Exercise instructions: After finding the line that contains "4.5, [3.5, 5]);" in the entries below, retype it and every following line precisely, the last included.

(Saved entries)
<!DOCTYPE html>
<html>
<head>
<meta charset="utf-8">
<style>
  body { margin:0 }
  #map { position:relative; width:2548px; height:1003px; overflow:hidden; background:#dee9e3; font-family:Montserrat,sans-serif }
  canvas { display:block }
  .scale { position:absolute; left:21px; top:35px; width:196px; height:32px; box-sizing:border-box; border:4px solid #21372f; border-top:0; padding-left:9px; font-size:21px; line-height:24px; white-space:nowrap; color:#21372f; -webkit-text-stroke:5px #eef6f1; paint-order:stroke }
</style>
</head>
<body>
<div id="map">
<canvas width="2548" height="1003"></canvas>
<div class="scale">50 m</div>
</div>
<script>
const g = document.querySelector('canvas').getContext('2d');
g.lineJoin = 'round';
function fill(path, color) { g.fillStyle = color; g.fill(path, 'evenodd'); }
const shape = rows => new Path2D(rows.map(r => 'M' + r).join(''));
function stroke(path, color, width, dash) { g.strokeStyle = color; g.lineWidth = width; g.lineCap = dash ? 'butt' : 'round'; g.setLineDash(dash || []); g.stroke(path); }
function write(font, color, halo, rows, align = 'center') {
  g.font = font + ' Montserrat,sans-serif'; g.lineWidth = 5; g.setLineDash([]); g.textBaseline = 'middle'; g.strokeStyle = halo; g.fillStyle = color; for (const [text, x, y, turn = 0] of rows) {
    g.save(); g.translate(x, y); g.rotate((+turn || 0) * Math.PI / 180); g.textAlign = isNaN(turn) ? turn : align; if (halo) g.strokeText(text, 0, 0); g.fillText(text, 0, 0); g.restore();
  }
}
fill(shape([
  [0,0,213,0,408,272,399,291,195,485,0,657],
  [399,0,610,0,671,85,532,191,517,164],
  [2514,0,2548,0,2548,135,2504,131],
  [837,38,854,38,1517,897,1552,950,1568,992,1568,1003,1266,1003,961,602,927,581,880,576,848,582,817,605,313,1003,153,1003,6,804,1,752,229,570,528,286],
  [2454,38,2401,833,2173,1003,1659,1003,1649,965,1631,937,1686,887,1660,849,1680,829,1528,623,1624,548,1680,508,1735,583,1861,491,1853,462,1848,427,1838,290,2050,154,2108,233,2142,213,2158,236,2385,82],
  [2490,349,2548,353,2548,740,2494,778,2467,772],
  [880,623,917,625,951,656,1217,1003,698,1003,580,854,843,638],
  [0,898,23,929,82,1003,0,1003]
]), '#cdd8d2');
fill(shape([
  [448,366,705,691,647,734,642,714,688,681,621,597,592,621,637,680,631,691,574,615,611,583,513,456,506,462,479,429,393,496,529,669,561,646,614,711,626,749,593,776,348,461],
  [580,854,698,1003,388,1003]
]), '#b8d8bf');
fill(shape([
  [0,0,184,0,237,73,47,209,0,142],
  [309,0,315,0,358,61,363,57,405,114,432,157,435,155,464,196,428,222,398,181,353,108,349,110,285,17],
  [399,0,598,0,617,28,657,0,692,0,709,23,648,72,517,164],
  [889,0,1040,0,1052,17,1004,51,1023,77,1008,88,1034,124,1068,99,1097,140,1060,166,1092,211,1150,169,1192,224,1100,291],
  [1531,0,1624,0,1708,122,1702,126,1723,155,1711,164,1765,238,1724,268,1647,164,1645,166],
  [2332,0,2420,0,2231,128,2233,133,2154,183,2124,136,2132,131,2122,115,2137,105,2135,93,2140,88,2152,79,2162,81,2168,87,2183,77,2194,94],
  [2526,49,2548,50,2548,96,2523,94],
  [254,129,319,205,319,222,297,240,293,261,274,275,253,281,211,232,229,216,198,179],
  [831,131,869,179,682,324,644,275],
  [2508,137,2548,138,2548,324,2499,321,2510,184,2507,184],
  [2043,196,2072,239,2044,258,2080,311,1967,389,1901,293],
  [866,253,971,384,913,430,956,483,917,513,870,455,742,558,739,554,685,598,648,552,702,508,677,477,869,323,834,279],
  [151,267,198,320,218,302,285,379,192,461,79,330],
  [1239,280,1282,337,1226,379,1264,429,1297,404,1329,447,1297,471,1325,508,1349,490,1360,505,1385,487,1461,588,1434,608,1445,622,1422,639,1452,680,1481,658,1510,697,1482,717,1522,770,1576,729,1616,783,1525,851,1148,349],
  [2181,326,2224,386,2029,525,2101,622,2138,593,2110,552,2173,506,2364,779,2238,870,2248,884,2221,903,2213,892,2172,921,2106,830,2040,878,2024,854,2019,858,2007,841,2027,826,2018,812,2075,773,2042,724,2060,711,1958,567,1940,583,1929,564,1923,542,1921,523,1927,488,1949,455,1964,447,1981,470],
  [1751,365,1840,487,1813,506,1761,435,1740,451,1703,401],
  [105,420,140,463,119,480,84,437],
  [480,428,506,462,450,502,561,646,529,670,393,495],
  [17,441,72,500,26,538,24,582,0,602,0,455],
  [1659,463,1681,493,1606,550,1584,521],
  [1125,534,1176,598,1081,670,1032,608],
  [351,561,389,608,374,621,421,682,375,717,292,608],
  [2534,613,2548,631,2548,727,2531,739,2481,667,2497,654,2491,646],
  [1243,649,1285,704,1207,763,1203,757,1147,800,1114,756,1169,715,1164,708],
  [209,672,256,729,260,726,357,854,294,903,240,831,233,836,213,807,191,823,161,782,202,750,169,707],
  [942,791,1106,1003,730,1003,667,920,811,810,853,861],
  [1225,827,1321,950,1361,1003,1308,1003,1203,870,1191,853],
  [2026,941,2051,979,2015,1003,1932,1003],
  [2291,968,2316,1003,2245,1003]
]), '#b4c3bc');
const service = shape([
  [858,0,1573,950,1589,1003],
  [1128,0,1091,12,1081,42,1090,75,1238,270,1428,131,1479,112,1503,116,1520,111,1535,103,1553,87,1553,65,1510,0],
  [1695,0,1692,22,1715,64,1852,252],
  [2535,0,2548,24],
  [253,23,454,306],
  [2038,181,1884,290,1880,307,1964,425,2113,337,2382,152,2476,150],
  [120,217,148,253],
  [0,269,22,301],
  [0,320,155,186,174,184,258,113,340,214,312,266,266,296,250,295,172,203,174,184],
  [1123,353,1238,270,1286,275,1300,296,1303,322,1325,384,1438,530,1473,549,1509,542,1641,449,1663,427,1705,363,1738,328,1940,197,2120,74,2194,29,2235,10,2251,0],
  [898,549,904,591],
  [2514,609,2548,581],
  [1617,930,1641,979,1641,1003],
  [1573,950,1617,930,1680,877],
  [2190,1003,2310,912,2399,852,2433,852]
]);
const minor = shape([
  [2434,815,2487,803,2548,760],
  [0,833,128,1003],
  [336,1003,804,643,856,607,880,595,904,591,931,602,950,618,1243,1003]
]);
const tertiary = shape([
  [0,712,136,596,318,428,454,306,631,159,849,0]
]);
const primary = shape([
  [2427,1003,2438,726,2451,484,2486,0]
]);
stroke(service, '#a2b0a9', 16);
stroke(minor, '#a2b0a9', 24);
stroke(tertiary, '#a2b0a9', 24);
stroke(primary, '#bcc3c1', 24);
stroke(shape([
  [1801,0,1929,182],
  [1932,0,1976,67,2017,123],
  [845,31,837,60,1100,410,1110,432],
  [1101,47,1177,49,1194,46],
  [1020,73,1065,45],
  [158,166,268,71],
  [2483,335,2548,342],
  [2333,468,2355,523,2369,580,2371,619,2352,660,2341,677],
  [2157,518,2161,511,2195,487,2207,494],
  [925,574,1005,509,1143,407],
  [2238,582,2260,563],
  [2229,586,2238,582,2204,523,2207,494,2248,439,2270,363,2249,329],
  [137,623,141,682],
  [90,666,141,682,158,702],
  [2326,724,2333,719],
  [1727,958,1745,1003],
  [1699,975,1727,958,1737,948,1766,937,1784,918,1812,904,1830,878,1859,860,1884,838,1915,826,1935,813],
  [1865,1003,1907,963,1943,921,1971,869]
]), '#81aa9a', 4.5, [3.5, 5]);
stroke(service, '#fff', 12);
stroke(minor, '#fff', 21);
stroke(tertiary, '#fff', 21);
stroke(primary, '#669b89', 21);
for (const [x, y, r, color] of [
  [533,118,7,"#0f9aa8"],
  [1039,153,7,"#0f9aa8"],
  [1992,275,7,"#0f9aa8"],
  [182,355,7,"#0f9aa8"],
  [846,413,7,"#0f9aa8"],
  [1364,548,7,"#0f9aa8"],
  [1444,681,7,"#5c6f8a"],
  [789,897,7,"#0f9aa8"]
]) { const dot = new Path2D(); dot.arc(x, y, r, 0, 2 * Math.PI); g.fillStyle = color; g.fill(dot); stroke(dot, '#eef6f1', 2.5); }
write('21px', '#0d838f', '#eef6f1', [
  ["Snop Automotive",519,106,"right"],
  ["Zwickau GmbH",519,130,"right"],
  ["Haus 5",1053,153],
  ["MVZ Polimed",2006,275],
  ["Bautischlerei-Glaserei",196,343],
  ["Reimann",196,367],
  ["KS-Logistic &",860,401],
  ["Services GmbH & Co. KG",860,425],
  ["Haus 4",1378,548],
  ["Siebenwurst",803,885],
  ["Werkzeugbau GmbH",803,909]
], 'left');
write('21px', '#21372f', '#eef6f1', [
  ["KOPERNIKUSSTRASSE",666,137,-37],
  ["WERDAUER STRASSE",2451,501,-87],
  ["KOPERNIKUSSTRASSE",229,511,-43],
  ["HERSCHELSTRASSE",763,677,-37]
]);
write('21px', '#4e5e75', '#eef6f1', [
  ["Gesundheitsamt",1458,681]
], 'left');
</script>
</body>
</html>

Response box:
]), '#81aa9a', 4.5, [3.5, 5]);
stroke(service, '#fff', 12);
stroke(minor, '#fff', 21);
stroke(tertiary, '#fff', 21);
stroke(primary, '#669b89', 21);
for (const [x, y, r, color] of [
  [533,118,7,"#0f9aa8"],
  [1039,153,7,"#0f9aa8"],
  [1992,275,7,"#0f9aa8"],
  [182,355,7,"#0f9aa8"],
  [846,413,7,"#0f9aa8"],
  [1364,548,7,"#0f9aa8"],
  [1444,681,7,"#5c6f8a"],
  [789,897,7,"#0f9aa8"]
]) { const dot = new Path2D(); dot.arc(x, y, r, 0, 2 * Math.PI); g.fillStyle = color; g.fill(dot); stroke(dot, '#eef6f1', 2.5); }
write('21px', '#0d838f', '#eef6f1', [
  ["Snop Automotive",519,106,"right"],
  ["Zwickau GmbH",519,130,"right"],
  ["Haus 5",1053,153],
  ["MVZ Polimed",2006,275],
  ["Bautischlerei-Glaserei",196,343],
  ["Reimann",196,367],
  ["KS-Logistic &",860,401],
  ["Services GmbH & Co. KG",860,425],
  ["Haus 4",1378,548],
  ["Siebenwurst",803,885],
  ["Werkzeugbau GmbH",803,909]
], 'left');
write('21px', '#21372f', '#eef6f1', [
  ["KOPERNIKUSSTRASSE",666,137,-37],
  ["WERDAUER STRASSE",2451,501,-87],
  ["KOPERNIKUSSTRASSE",229,511,-43],
  ["HERSCHELSTRASSE",763,677,-37]
]);
write('21px', '#4e5e75', '#eef6f1', [
  ["Gesundheitsamt",1458,681]
], 'left');
</script>
</body>
</html>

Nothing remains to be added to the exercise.